James Joyce: pensiero, tematiche e caratteristiche

Il flusso di coscienza, la produzione letteraria del XX secolo, il monologo interiore, il romanzo distopico, la concezione dell'artista, le caratteristiche, le tematiche e le opere di James Joyce (3 pagine formato doc)

Appunto di neapolis

JAMES JOYCE PENSIERO

James Joyce: pensiero, tematiche e caratteristiche.

Literary production. Fiction. The most popular literary expression in the 20th century was fiction. Novelists had previously concentrated above all in plot, and their main preoccupation had been with characters in society, since they thought that the function of novels was to present people in a social context, so that they became mirrors of their own age. In the 20th century the emphasis began to shift from society to man himself; characters became all important because of their inner selves.
Narrative as such began to lose its importance. The main causes for dissatisfaction with traditional forms were:
-Social and political events before and after the two world wars which created a general sense of discontent and anxiety;
-The collapse of all established principles;
-The expansion of education from primary school to university level;
-Freud’s studies in psychoanalysis and his theory of the unconscious;
-The development of radio and film techniques.

James Joyce: riassunto

JAMES JOYCE PENSIERO IN INGLESE

THE PSYCHOLOGICAL NOVEL - The psychological novelists constituted the actual bridge from the 19th century to our own.

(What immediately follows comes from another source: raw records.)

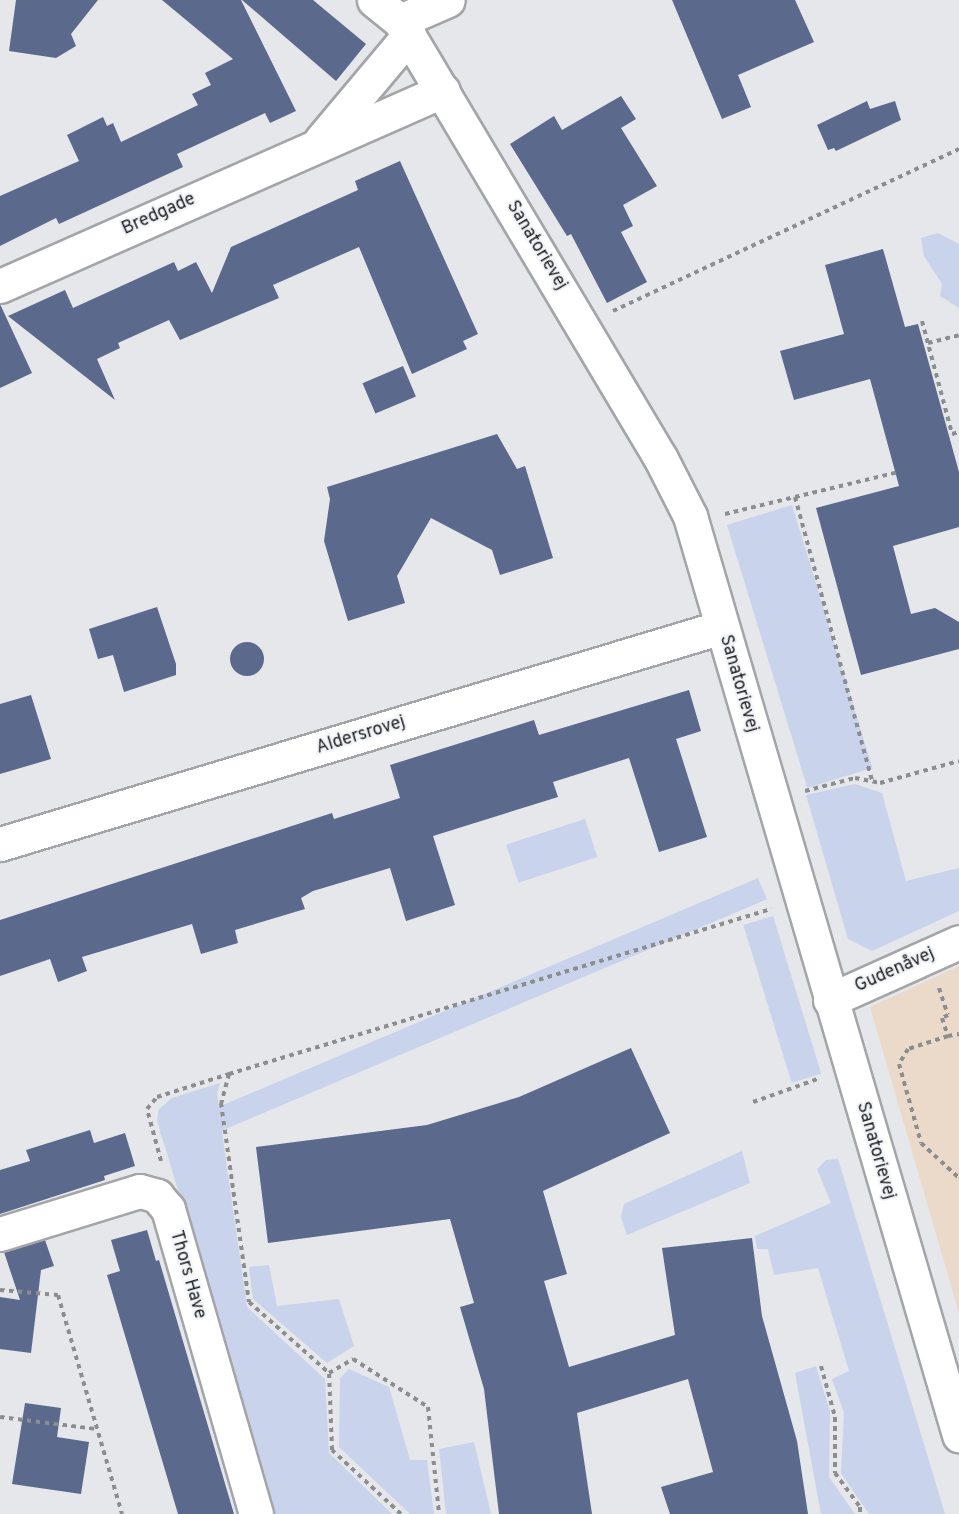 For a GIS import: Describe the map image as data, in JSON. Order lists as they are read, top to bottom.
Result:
{
  "streets": {
    "street": [
      "Bredgade",
      "Sanatorievej",
      "Aldersrovej",
      "Gudenåvej",
      "Thors Have"
    ]
  },
  "crossings": [
    ["Bredgade", "Sanatorievej"],
    ["Sanatorievej", "Aldersrovej"],
    ["Sanatorievej", "Gudenåvej"]
  ]
} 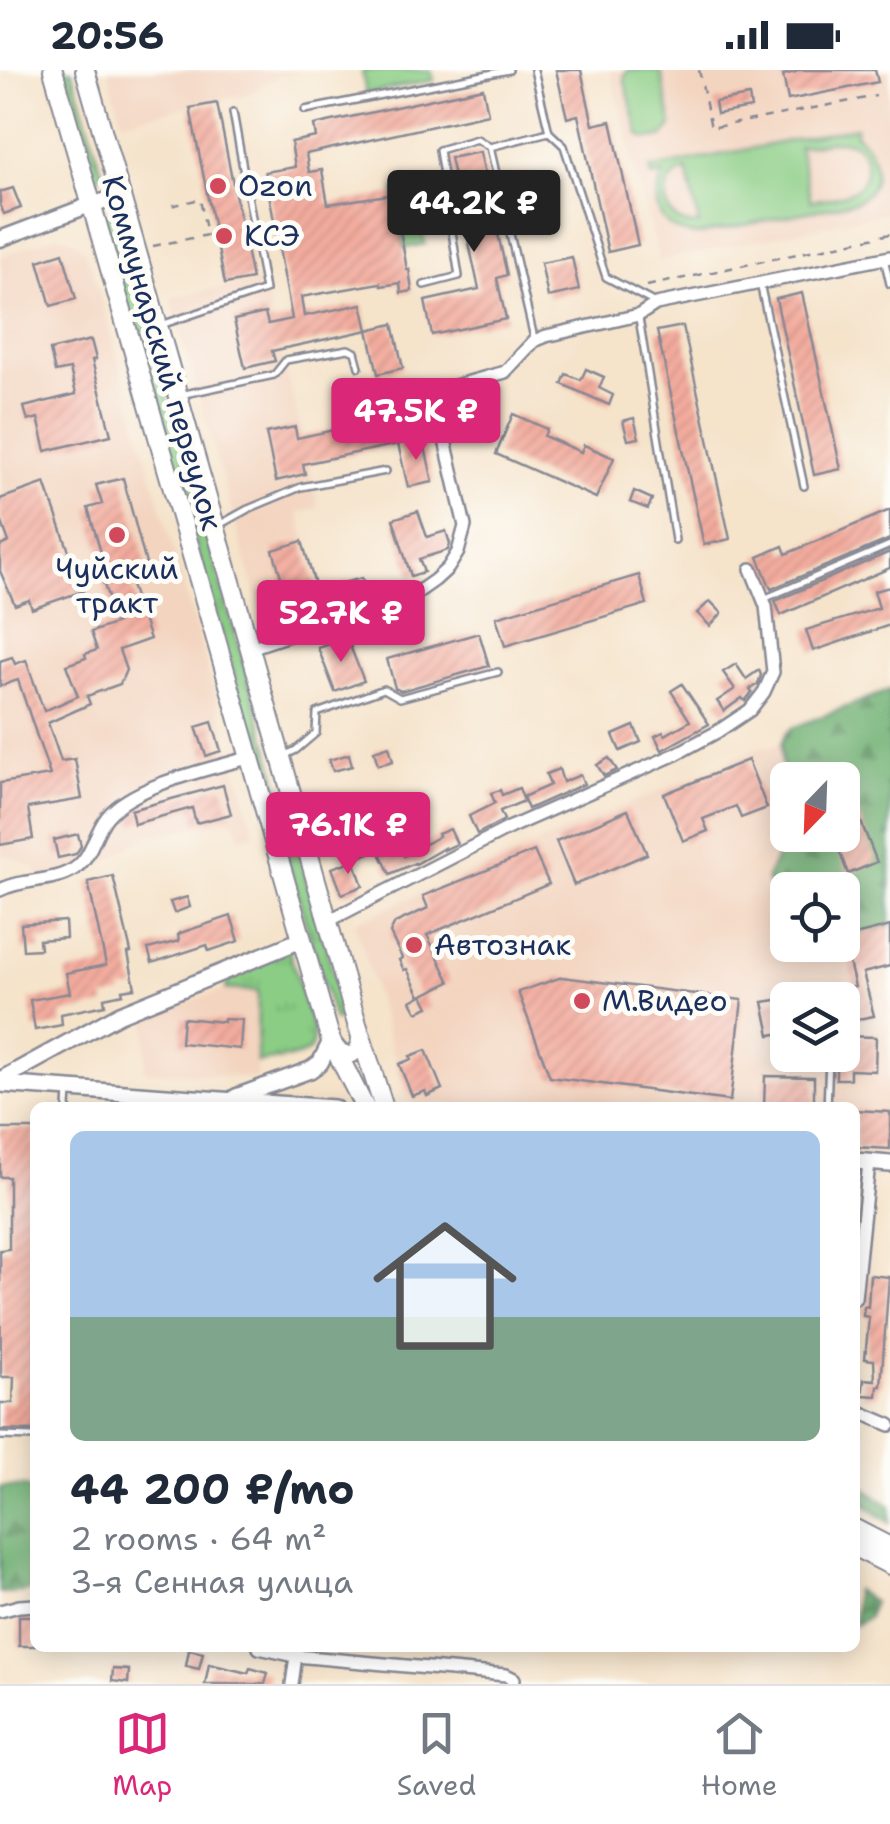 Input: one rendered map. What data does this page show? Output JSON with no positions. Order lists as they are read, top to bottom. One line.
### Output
{"streets":{"main road":["Коммунарский переулок"]},"places":["Ozon","КСЭ","Чуйский тракт","Автознак","М.Видео"],"north":"bottom left","page":{"status":"20:56","price":["44.2K ₽","47.5K ₽","52.7K ₽","76.1K ₽"],"list":[{"name":"44 200 ₽/mo","note":"2 rooms · 64 m² · 3-я Сенная улица"}],"tabs":["Map","Saved","Home"]}}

One of these was Henry James. He developed his actions in chronological sequences. He nevertheless rejected the traditional canons which he analysed in all their finest nuances. The second writer to be included is Forster. Rather than plot, his main concern lies whit the complexities of characters, whom he usually presents caught in the clash between different cultures. Characters can be built around a single idea or capable of development and change in all their contradictions and doubts. The third great novelist in the group is Lawrence. Like Forster he also focused on the conflict existing between the conscious mind and the hidden drives of the unconscious, but unlike Forster, he was more explicit in denouncing the danger of repression and presenting sex a sort of religion.

JAMES JOYCE TEMATICHE

STREAM OF CONSCIOUSNESS. As far as English fiction is concerned, “Modernism” usually refers to those novelists who actually experimented with new forms and who, while focusing on the mental process that develop in the human mind, tried to explore them through what is called the stream of consciousness tecnique. This new tecnique applied to literature the theories developed by two philosophers: Bergson and James. Bergson’s conception of what he called “la durée”, proposed that inner time has a duration which eludes conventional clock time. James had stated that consciousness does not appear to itself chopped up in bits but flows like a river or a stream.
INTERIOR MONOLOGUE
The method used to depict consciousness is the use of the interior monologue. Although this term is often confused with “stream of consciousness”, there is a distinction between them, since stream of consciousness refers to the mental activity itself, while the interior monologue is the instrument used to translate this phenomenon into words. It was Joyce and Virginia Woolf who exploited it more fully, although in different ways: Woolf used a more repetitive style and the so called “indirect interior monologue”, which provides more rational links for the association of ideas. Joyce went further in experimentation by using the “direct interior monologue”, whereby he shifted obruptly from thought to thought, without any apparent connection of verb, subject or even punctuation.

JAMES JOYCE CARATTERISTICHE

THE DYSTOPIAN NOVEL. There were many novelists active in the inter-war years and in the post-war period, although two stand out mainly as authors of utopian, or rather dystopian, fiction, Huxley and Orwell. However, while in previous ages Utopia was seen as a land of peace and brotherhood in contrast to the corruption and tyranny of the time in which the books were written, in our age the situation has been reversed. Under the impact of the conflicts preceding and succeeding the second world war, the old faith in “Human Perfectibility” and the “inevitability of progress” was undermined, and the 20th century utopia turned into a dystopia, in which the optimism of the previous fables was replaced by a gloomy vision of the future and a warning for the present.